Exercise directions
Will you write out all the entries below exactly?

Collection entries:
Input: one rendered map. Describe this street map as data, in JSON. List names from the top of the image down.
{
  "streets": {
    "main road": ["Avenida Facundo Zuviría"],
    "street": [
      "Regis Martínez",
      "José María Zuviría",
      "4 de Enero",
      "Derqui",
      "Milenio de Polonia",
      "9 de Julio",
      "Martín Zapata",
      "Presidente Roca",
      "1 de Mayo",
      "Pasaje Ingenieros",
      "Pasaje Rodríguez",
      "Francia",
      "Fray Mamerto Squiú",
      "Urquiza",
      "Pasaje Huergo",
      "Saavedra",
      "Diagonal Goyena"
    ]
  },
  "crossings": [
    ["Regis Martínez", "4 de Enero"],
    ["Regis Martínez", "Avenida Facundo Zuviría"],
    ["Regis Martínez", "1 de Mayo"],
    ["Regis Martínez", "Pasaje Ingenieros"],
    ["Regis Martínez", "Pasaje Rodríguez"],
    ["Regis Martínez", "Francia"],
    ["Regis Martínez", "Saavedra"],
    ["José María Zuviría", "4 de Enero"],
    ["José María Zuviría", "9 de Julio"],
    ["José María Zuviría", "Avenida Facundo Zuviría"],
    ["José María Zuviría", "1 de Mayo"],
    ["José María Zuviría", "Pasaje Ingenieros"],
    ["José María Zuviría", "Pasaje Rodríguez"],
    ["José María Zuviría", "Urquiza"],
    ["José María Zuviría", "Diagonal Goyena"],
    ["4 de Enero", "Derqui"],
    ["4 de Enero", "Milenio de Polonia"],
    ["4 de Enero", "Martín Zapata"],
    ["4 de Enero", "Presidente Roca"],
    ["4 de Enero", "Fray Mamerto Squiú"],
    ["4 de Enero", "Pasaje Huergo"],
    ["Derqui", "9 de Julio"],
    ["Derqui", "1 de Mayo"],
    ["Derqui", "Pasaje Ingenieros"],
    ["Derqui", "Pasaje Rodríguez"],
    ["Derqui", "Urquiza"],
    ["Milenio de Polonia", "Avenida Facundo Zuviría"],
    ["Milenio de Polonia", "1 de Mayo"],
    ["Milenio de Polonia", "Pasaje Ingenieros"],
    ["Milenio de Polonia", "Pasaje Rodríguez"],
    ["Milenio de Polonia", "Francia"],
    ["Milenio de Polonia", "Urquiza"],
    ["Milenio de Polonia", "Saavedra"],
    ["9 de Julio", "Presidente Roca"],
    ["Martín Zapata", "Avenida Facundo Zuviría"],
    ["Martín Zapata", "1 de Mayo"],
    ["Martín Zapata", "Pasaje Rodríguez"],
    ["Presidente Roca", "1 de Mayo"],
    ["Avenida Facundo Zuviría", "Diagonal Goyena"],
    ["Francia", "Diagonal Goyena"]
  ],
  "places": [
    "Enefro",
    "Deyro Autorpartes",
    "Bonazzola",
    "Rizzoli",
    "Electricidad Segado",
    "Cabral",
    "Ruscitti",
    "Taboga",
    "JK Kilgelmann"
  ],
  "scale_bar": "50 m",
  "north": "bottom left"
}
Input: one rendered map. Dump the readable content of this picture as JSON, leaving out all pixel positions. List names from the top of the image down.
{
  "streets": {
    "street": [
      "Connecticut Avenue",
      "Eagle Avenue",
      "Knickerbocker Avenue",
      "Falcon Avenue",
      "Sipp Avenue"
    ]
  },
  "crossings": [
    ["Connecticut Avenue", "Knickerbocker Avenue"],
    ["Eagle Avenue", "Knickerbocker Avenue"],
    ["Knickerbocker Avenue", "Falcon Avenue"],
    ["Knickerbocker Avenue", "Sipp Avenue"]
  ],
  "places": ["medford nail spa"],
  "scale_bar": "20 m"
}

Expected answer
Input: one rendered map. Describe this street map as data, in JSON. List names from the top of the image down.
{
  "streets": {
    "main road": ["Avenida Facundo Zuviría"],
    "street": [
      "Regis Martínez",
      "José María Zuviría",
      "4 de Enero",
      "Derqui",
      "Milenio de Polonia",
      "9 de Julio",
      "Martín Zapata",
      "Presidente Roca",
      "1 de Mayo",
      "Pasaje Ingenieros",
      "Pasaje Rodríguez",
      "Francia",
      "Fray Mamerto Squiú",
      "Urquiza",
      "Pasaje Huergo",
      "Saavedra",
      "Diagonal Goyena"
    ]
  },
  "crossings": [
    ["Regis Martínez", "4 de Enero"],
    ["Regis Martínez", "Avenida Facundo Zuviría"],
    ["Regis Martínez", "1 de Mayo"],
    ["Regis Martínez", "Pasaje Ingenieros"],
    ["Regis Martínez", "Pasaje Rodríguez"],
    ["Regis Martínez", "Francia"],
    ["Regis Martínez", "Saavedra"],
    ["José María Zuviría", "4 de Enero"],
    ["José María Zuviría", "9 de Julio"],
    ["José María Zuviría", "Avenida Facundo Zuviría"],
    ["José María Zuviría", "1 de Mayo"],
    ["José María Zuviría", "Pasaje Ingenieros"],
    ["José María Zuviría", "Pasaje Rodríguez"],
    ["José María Zuviría", "Urquiza"],
    ["José María Zuviría", "Diagonal Goyena"],
    ["4 de Enero", "Derqui"],
    ["4 de Enero", "Milenio de Polonia"],
    ["4 de Enero", "Martín Zapata"],
    ["4 de Enero", "Presidente Roca"],
    ["4 de Enero", "Fray Mamerto Squiú"],
    ["4 de Enero", "Pasaje Huergo"],
    ["Derqui", "9 de Julio"],
    ["Derqui", "1 de Mayo"],
    ["Derqui", "Pasaje Ingenieros"],
    ["Derqui", "Pasaje Rodríguez"],
    ["Derqui", "Urquiza"],
    ["Milenio de Polonia", "Avenida Facundo Zuviría"],
    ["Milenio de Polonia", "1 de Mayo"],
    ["Milenio de Polonia", "Pasaje Ingenieros"],
    ["Milenio de Polonia", "Pasaje Rodríguez"],
    ["Milenio de Polonia", "Francia"],
    ["Milenio de Polonia", "Urquiza"],
    ["Milenio de Polonia", "Saavedra"],
    ["9 de Julio", "Presidente Roca"],
    ["Martín Zapata", "Avenida Facundo Zuviría"],
    ["Martín Zapata", "1 de Mayo"],
    ["Martín Zapata", "Pasaje Rodríguez"],
    ["Presidente Roca", "1 de Mayo"],
    ["Avenida Facundo Zuviría", "Diagonal Goyena"],
    ["Francia", "Diagonal Goyena"]
  ],
  "places": [
    "Enefro",
    "Deyro Autorpartes",
    "Bonazzola",
    "Rizzoli",
    "Electricidad Segado",
    "Cabral",
    "Ruscitti",
    "Taboga",
    "JK Kilgelmann"
  ],
  "scale_bar": "50 m",
  "north": "bottom left"
}
Input: one rendered map. Dump the readable content of this picture as JSON, leaving out all pixel positions. List names from the top of the image down.
{
  "streets": {
    "street": [
      "Connecticut Avenue",
      "Eagle Avenue",
      "Knickerbocker Avenue",
      "Falcon Avenue",
      "Sipp Avenue"
    ]
  },
  "crossings": [
    ["Connecticut Avenue", "Knickerbocker Avenue"],
    ["Eagle Avenue", "Knickerbocker Avenue"],
    ["Knickerbocker Avenue", "Falcon Avenue"],
    ["Knickerbocker Avenue", "Sipp Avenue"]
  ],
  "places": ["medford nail spa"],
  "scale_bar": "20 m"
}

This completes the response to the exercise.